■ SOURCE INFORMATION
========================

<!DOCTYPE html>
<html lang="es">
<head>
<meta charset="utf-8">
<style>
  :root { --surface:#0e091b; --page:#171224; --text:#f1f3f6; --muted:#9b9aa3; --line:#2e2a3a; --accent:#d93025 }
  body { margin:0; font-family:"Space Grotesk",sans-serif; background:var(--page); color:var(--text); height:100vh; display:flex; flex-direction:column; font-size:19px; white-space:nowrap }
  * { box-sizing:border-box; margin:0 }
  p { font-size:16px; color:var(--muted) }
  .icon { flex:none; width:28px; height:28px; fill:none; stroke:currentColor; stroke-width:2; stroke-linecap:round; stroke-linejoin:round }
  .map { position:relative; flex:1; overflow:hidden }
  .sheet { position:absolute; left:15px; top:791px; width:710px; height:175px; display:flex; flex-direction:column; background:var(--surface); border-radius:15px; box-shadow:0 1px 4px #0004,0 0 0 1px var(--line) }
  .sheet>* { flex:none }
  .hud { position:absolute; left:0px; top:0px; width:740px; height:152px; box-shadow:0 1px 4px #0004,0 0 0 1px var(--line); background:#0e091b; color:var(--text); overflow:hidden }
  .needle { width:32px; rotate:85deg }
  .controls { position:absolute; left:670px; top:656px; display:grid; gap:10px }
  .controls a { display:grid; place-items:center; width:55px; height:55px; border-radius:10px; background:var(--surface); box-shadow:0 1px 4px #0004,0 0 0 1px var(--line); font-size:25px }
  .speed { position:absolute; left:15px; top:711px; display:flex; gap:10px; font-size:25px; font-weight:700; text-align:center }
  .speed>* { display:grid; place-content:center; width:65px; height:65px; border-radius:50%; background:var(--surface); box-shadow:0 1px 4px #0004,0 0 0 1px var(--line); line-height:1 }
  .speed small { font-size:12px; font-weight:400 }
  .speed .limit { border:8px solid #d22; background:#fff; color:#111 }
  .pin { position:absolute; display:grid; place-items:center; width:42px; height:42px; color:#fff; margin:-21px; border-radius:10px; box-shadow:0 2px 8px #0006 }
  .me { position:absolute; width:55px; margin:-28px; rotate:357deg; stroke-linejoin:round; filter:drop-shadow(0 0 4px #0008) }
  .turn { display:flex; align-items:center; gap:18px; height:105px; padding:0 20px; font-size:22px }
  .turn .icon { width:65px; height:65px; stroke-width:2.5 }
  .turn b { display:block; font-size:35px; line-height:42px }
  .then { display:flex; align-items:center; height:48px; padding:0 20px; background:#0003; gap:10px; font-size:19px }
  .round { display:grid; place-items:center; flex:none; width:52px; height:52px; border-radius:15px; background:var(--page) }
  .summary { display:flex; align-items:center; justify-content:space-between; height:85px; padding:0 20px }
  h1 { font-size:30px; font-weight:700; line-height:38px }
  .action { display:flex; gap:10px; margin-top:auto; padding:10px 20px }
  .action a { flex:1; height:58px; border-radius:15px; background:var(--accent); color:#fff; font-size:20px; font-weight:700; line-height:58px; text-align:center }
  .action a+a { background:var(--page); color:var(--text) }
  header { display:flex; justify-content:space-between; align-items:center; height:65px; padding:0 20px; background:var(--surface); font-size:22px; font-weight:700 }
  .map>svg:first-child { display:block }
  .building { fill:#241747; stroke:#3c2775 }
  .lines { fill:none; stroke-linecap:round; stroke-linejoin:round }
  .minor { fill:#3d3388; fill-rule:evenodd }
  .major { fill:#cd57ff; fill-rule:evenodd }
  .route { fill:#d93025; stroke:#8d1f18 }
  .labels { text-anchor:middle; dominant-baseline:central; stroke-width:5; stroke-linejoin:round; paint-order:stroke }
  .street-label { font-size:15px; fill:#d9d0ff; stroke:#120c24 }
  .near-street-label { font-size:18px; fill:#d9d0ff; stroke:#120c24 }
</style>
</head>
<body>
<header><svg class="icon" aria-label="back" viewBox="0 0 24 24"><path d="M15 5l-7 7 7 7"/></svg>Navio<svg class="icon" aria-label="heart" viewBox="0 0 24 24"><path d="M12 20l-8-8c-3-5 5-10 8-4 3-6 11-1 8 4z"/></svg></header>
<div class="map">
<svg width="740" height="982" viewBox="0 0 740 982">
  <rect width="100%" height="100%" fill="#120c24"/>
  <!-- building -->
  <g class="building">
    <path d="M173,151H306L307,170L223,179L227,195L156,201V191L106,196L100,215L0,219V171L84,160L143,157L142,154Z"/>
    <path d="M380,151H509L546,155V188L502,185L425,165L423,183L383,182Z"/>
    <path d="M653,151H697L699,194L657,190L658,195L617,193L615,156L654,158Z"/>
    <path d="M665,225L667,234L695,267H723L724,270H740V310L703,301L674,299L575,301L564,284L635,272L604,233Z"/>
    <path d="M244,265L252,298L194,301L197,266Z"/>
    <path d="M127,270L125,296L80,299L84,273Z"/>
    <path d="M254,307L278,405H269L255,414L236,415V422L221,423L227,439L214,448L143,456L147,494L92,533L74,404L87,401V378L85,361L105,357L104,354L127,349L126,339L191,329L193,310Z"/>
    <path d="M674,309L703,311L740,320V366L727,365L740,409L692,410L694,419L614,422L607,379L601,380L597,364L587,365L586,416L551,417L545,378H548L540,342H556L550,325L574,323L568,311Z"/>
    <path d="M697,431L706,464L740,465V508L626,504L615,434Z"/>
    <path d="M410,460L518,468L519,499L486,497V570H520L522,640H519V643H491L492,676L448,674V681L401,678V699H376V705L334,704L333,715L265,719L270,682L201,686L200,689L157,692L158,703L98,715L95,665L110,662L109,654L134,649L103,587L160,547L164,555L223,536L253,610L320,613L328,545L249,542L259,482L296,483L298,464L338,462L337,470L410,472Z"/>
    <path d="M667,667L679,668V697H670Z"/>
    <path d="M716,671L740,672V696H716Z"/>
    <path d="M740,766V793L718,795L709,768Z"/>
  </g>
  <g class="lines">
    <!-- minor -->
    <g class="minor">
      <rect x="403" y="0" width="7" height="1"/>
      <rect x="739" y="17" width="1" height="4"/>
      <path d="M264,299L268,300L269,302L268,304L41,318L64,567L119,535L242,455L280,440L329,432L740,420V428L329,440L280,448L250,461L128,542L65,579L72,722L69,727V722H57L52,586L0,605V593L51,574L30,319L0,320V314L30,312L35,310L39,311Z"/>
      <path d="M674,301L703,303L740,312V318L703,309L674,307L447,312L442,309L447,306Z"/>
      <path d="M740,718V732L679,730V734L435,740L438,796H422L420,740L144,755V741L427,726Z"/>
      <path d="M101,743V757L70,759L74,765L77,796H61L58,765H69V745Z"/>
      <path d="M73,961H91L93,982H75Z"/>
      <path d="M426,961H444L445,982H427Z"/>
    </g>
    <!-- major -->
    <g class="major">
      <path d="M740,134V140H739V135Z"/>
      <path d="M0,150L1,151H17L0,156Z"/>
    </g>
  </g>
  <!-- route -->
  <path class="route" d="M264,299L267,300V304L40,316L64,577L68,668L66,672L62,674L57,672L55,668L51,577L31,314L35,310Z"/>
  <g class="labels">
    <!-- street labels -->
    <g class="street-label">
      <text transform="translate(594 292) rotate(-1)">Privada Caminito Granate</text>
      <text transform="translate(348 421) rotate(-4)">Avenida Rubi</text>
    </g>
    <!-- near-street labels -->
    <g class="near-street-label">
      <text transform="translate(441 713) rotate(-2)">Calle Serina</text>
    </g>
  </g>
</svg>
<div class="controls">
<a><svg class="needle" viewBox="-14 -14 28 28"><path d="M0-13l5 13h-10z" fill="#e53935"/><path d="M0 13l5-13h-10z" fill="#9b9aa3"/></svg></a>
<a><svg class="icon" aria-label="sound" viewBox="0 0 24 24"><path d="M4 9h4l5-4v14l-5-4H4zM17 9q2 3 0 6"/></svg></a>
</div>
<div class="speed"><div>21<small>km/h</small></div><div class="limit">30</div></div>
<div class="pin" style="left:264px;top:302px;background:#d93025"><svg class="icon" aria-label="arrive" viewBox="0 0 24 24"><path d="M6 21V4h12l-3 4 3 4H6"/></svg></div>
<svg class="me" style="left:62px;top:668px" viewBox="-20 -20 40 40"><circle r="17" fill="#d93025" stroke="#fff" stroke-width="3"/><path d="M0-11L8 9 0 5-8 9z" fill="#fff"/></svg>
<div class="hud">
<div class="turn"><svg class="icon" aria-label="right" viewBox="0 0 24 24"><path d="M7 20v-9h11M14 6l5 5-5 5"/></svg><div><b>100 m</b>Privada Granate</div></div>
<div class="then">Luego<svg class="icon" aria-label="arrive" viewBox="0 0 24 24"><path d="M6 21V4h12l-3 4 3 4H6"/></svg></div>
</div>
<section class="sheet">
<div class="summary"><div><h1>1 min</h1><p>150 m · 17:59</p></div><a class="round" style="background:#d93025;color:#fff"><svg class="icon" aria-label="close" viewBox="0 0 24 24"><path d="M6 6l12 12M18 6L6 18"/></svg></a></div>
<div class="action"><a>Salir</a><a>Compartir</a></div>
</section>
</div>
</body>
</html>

========================

■ TASK OBJECTIVE
The line containing "display:grid; place-items:center; width:55px;" marks the end. Please print exactly every line from the top of the data to it, both included, and nothing more.

■ YOUR RESPONSE
<!DOCTYPE html>
<html lang="es">
<head>
<meta charset="utf-8">
<style>
  :root { --surface:#0e091b; --page:#171224; --text:#f1f3f6; --muted:#9b9aa3; --line:#2e2a3a; --accent:#d93025 }
  body { margin:0; font-family:"Space Grotesk",sans-serif; background:var(--page); color:var(--text); height:100vh; display:flex; flex-direction:column; font-size:19px; white-space:nowrap }
  * { box-sizing:border-box; margin:0 }
  p { font-size:16px; color:var(--muted) }
  .icon { flex:none; width:28px; height:28px; fill:none; stroke:currentColor; stroke-width:2; stroke-linecap:round; stroke-linejoin:round }
  .map { position:relative; flex:1; overflow:hidden }
  .sheet { position:absolute; left:15px; top:791px; width:710px; height:175px; display:flex; flex-direction:column; background:var(--surface); border-radius:15px; box-shadow:0 1px 4px #0004,0 0 0 1px var(--line) }
  .sheet>* { flex:none }
  .hud { position:absolute; left:0px; top:0px; width:740px; height:152px; box-shadow:0 1px 4px #0004,0 0 0 1px var(--line); background:#0e091b; color:var(--text); overflow:hidden }
  .needle { width:32px; rotate:85deg }
  .controls { position:absolute; left:670px; top:656px; display:grid; gap:10px }
  .controls a { display:grid; place-items:center; width:55px; height:55px; border-radius:10px; background:var(--surface); box-shadow:0 1px 4px #0004,0 0 0 1px var(--line); font-size:25px }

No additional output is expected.